IAM Users with Console Access Should Have MFA Enabled
This rule ensures that IAM users with console access have multi-factor authentication (MFA) enabled for enhanced security measures.
| Rule | IAM users with console access should have MFA enabled |
| Framework | NIST Cybersecurity Framework (CSF) v1.1 |
| Severity | ✔ High |
Rule Description:
According to the NIST Cybersecurity Framework (CSF) v1, it is recommended to enable Multi-Factor Authentication (MFA) for IAM users with console access. Enabling MFA adds an extra layer of security by requiring users to provide additional proof of their identity, apart from their regular username and password, when accessing AWS resources.
Troubleshooting Steps:
If an IAM user with console access does not have MFA enabled, you may encounter the following issues:
- 1.
Inability to enable MFA: If you are unable to enable MFA for an IAM user, you might have insufficient permissions. Ensure that you have the necessary IAM policies or contact your AWS account administrator to grant the required permissions.
- 2.
Invalid MFA device: If the MFA device associated with an IAM user is no longer valid or has been lost, you need to associate a new MFA device with the user. Follow the remediation steps outlined below to set up a new MFA device.
Necessary Codes:
There are no specific codes required for this rule. The configuration changes need to be done through the AWS Management Console or via CLI commands.
Remediation Steps:
Follow these step-by-step instructions to enable MFA for IAM users with console access:
- 1.
Sign in to the AWS Management Console using your root or IAM user credentials.
- 2.
Open the IAM service from the AWS Management Console.
- 3.
In the left navigation pane, click on "Users" to view the list of IAM users in your account.
- 4.
Select the IAM user for whom you want to enable MFA.
- 5.
Click on the "Security credentials" tab.
- 6.
Under the "Multi-factor authentication (MFA)" section, click on "Manage MFA device."
- 7.
Select the "Virtual MFA device" option or "U2F security key" option based on your preference and click on "Continue."
- 8.
Follow the on-screen instructions to set up the MFA device.
- 9.
Once the virtual MFA device or U2F security key is set up, you have the option to enforce MFA at the account or group level. If you want to enforce MFA for the entire account or specific IAM groups, follow the appropriate guidelines.
- 10.
To verify if MFA is working correctly, sign out of the AWS Management Console and sign back in as the IAM user with console access.
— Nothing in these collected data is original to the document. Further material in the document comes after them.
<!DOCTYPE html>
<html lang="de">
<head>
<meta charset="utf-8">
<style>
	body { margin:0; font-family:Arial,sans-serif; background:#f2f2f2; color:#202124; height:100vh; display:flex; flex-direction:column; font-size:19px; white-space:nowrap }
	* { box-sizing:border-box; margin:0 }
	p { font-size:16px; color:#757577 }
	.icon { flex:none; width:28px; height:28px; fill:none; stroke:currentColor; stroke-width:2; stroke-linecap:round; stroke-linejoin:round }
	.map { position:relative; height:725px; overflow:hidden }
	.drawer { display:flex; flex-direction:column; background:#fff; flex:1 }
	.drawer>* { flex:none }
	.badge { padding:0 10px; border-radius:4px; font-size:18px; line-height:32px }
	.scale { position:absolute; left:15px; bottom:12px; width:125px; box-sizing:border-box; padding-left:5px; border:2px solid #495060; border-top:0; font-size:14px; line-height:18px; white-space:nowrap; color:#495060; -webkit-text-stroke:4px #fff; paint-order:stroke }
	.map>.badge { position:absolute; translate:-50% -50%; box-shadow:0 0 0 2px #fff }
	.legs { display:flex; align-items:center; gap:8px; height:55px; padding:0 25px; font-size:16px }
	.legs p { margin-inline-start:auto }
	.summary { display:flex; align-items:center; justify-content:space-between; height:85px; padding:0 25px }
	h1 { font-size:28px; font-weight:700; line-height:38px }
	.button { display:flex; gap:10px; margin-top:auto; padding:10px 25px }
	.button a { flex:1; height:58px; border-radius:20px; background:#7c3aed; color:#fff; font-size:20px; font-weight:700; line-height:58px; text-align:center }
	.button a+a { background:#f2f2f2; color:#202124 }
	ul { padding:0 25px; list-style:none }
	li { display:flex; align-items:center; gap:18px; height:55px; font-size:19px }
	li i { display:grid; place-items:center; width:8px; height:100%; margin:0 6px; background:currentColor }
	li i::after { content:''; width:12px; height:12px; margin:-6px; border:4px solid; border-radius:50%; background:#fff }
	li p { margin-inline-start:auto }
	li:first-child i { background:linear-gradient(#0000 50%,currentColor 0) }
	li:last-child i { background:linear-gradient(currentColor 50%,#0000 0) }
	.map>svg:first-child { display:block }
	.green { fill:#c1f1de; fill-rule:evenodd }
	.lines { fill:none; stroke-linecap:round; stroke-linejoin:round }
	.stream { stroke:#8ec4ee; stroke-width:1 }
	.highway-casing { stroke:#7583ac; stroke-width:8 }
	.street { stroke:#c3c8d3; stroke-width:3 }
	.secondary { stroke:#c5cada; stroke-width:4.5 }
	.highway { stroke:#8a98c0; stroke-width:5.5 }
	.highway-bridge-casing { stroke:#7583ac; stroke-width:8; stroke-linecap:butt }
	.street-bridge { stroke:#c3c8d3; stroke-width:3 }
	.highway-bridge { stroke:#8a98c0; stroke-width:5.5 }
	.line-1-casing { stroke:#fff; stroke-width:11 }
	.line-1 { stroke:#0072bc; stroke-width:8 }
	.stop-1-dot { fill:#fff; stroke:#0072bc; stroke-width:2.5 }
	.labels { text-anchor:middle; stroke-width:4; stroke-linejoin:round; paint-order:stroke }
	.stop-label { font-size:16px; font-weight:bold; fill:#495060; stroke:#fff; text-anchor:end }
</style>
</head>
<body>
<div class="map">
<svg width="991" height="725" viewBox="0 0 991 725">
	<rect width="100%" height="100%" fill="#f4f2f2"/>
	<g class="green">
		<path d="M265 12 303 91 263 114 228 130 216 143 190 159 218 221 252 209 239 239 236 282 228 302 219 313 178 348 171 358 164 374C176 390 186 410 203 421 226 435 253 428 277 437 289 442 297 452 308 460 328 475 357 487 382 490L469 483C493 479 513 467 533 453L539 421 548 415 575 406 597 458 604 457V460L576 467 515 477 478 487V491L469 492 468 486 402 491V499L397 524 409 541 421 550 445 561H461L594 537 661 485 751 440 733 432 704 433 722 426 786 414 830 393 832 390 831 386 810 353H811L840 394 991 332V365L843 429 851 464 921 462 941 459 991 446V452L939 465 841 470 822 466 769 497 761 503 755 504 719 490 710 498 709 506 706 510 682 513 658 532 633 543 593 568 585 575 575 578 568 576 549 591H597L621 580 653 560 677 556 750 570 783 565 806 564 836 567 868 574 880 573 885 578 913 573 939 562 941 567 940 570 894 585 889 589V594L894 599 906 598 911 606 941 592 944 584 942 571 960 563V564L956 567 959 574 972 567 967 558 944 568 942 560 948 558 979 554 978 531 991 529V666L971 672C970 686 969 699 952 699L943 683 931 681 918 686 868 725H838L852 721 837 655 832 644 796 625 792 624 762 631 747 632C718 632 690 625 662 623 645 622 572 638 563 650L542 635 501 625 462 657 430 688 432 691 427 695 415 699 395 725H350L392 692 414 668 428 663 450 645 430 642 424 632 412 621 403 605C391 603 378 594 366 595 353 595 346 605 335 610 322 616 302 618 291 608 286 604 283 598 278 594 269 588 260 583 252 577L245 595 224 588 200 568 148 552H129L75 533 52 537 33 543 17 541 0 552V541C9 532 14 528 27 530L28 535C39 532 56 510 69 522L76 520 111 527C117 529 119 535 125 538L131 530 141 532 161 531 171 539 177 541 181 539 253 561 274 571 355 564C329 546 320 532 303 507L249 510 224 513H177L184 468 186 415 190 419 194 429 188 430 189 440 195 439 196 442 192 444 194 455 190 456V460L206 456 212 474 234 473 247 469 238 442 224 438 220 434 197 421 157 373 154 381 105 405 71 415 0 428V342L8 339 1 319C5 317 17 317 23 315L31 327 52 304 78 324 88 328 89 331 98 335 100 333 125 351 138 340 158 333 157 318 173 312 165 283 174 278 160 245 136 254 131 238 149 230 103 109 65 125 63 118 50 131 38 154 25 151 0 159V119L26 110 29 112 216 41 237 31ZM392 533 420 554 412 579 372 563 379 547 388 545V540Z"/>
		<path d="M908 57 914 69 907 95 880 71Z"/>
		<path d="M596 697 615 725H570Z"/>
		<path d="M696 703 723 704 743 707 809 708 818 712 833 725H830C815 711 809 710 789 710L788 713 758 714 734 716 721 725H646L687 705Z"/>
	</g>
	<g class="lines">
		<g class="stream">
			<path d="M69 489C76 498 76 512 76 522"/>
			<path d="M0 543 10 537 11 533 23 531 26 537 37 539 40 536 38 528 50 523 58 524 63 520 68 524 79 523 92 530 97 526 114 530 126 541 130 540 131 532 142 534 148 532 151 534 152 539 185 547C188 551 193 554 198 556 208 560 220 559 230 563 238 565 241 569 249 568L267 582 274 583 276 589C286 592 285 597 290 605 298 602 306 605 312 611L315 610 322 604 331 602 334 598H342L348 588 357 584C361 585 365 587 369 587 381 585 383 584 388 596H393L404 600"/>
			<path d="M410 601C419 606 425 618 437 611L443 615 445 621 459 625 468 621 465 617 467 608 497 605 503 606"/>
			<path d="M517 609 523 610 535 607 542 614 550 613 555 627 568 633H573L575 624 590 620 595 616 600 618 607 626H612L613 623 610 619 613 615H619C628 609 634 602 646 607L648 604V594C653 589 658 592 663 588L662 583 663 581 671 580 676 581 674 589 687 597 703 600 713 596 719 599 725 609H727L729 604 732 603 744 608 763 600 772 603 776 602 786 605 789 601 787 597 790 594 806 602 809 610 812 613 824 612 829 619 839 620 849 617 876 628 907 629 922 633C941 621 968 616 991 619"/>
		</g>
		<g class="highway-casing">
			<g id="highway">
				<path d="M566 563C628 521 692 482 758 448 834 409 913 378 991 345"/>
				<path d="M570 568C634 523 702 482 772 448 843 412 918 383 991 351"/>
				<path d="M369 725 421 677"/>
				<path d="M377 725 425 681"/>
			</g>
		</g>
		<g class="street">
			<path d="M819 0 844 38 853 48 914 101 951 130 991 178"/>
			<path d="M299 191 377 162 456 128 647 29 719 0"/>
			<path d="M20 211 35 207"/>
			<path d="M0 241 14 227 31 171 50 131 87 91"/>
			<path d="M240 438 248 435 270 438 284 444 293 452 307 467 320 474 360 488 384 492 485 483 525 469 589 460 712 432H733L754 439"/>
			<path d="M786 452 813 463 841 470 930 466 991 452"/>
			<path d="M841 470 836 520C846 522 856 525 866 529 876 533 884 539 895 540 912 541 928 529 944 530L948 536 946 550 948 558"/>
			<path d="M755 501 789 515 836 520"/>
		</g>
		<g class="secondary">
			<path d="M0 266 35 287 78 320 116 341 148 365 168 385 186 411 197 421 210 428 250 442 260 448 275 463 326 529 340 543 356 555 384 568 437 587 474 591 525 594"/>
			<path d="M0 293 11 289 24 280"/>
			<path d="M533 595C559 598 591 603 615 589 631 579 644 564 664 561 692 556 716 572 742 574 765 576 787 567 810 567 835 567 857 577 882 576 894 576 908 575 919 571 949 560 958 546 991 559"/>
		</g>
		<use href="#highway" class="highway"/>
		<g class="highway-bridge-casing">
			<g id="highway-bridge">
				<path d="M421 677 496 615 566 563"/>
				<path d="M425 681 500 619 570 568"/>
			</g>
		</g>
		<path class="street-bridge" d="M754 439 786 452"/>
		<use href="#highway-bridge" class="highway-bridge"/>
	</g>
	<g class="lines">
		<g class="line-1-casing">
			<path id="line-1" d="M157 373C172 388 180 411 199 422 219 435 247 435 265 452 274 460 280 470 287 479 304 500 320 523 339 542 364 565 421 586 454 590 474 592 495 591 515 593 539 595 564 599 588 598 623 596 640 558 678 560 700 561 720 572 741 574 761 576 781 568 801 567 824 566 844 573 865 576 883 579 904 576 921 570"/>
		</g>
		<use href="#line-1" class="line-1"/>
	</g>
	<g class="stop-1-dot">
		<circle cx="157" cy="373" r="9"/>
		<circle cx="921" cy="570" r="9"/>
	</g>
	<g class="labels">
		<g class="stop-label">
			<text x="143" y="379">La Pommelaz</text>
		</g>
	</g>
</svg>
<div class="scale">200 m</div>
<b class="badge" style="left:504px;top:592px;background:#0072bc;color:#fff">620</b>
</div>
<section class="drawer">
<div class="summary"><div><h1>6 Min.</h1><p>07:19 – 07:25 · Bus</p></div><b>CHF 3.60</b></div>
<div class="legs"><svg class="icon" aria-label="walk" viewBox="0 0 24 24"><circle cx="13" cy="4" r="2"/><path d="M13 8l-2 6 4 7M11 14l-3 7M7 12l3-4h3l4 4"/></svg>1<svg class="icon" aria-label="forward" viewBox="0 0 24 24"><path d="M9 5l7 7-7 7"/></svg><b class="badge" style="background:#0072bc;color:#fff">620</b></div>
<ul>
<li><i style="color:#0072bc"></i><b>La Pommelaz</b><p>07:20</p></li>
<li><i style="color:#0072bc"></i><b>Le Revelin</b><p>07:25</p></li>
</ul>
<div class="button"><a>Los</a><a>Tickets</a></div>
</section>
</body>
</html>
You should be prompted to enter the MFA code generated by the device or key associated with your account.
CLI Command Guide:
If you prefer using the AWS Command Line Interface (CLI) to enable MFA, you can follow these steps:
- 1.
Install and configure AWS CLI on your local machine.
- 2.
Open your preferred terminal application and run the following command to enable MFA for an IAM user:
aws iam enable-mfa-device --user-name <IAM_USER_NAME> --serial-number arn:aws:iam::<ACCOUNT_ID>:mfa/<MFA_DEVICE_NAME> --authentication-code1 <CODE_FROM_SERVICE> --authentication-code2 <CODE_FROM_SERVICE>
Note: Replace
<IAM_USER_NAME><ACCOUNT_ID><MFA_DEVICE_NAME><CODE_FROM_SERVICE>- 1.Verify the successful enabling of MFA by checking the IAM user's security credentials.
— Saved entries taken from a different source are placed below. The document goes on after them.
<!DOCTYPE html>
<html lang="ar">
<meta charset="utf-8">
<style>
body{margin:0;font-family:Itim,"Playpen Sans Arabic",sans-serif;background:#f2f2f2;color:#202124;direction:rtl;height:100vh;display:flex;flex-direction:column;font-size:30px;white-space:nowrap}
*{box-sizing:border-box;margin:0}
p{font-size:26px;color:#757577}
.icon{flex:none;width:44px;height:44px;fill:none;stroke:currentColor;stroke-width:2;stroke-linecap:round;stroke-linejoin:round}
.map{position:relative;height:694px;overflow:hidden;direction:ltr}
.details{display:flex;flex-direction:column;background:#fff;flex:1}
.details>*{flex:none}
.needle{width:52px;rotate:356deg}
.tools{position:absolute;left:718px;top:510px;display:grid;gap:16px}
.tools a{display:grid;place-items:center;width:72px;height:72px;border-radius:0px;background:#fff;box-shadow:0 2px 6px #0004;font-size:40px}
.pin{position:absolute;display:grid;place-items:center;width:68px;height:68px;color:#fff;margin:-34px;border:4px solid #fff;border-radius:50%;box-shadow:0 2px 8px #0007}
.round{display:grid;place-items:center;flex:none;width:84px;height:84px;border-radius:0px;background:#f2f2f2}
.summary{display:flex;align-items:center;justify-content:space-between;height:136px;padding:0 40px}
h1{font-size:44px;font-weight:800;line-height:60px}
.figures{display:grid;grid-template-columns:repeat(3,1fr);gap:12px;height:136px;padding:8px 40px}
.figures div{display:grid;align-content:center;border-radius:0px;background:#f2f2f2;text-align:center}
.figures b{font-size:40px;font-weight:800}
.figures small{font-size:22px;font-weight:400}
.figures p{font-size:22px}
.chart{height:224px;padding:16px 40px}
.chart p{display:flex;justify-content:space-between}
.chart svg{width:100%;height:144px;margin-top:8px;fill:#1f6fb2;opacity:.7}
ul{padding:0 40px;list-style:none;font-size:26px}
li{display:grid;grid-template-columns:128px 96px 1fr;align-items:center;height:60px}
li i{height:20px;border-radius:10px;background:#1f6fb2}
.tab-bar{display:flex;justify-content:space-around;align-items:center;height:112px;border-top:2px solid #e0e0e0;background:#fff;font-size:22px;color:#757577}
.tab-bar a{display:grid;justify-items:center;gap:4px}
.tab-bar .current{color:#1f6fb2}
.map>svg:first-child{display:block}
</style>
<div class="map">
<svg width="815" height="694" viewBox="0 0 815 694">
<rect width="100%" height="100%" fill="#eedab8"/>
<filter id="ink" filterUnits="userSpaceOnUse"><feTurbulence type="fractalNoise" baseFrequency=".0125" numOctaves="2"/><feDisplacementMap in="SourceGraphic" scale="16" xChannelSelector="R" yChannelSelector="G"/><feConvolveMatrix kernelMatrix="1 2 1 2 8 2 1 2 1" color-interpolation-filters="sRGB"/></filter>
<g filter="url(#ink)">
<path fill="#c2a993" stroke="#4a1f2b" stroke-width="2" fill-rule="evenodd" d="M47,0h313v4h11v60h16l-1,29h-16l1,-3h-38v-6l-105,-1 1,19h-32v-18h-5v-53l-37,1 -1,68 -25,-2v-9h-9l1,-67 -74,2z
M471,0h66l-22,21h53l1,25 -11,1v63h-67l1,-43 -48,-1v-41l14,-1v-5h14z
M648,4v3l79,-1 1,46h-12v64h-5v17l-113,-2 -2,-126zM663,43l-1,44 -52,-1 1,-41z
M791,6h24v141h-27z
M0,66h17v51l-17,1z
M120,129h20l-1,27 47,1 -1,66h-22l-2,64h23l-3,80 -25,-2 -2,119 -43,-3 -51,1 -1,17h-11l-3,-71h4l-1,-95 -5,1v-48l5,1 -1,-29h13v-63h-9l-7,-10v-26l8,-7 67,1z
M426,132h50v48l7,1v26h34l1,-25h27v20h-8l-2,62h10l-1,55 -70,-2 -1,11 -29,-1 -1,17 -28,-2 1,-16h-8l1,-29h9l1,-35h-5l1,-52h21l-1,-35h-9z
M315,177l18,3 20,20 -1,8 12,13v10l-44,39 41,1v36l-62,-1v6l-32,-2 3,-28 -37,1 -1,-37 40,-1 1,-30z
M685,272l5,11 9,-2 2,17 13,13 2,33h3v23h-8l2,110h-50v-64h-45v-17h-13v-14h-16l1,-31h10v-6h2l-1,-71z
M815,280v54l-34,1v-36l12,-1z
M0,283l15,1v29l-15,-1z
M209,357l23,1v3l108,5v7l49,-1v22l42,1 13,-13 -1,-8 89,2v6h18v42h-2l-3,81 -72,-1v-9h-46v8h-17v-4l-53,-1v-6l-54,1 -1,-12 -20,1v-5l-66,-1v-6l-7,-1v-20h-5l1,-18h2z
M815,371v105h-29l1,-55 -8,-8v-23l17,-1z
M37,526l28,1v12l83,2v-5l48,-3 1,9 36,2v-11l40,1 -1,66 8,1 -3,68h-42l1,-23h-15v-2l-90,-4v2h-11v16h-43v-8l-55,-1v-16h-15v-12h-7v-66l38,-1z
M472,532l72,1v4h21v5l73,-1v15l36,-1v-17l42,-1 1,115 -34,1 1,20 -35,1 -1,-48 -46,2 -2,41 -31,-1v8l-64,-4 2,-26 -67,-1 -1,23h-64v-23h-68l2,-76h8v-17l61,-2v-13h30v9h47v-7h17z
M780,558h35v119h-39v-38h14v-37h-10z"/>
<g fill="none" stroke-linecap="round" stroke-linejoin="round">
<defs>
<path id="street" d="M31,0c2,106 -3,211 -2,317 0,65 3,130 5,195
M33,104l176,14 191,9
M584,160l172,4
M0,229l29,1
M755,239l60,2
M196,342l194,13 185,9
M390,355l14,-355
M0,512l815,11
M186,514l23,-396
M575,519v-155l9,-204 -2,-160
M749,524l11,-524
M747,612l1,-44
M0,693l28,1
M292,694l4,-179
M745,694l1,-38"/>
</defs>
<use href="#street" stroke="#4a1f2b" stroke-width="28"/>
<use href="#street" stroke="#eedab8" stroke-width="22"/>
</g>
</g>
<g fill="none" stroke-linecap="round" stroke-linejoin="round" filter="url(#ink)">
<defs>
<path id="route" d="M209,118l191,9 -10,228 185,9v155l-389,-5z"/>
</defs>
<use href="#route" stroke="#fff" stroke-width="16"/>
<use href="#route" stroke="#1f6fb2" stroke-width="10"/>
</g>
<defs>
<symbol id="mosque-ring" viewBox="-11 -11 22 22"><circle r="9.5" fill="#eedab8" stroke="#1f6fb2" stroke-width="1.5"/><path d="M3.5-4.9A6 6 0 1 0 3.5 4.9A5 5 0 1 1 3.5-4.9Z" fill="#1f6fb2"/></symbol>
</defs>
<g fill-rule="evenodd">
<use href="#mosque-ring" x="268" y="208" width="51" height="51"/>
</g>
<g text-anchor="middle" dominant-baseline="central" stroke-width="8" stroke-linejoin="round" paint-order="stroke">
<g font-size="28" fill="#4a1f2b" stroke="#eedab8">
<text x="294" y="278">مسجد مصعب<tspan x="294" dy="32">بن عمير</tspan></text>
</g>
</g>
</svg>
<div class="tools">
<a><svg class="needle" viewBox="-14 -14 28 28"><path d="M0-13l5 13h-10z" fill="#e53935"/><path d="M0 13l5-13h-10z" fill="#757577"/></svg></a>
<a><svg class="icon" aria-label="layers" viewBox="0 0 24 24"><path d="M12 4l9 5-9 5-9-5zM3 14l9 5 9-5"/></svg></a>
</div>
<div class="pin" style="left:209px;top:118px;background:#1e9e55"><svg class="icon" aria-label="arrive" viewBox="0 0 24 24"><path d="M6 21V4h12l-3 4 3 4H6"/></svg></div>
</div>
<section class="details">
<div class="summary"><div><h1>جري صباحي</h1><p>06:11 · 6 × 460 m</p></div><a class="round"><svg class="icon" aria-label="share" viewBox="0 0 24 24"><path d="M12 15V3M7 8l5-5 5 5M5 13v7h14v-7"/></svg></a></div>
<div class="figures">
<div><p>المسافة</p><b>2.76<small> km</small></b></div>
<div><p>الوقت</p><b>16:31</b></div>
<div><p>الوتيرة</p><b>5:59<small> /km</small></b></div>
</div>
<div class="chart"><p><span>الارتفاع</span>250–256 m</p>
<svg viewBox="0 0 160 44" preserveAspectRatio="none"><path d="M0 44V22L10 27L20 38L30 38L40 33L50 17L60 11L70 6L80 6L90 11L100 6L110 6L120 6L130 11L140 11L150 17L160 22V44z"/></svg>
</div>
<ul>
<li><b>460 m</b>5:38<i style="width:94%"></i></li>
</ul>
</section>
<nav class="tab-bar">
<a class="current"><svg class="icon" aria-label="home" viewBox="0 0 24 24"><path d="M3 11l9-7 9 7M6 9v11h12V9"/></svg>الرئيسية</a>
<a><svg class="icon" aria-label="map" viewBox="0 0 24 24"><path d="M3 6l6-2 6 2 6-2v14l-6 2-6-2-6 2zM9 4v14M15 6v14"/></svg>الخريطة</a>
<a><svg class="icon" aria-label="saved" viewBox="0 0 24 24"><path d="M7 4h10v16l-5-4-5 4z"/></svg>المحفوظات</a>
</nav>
aws iam list-mfa-devices --user-name <IAM_USER_NAME>
Conclusion:
Enabling MFA for IAM users with console access is an essential security measure recommended by the NIST Cybersecurity Framework. By following the above steps, you can ensure that your IAM users have an additional layer of authentication, enhancing the overall security of your AWS resources.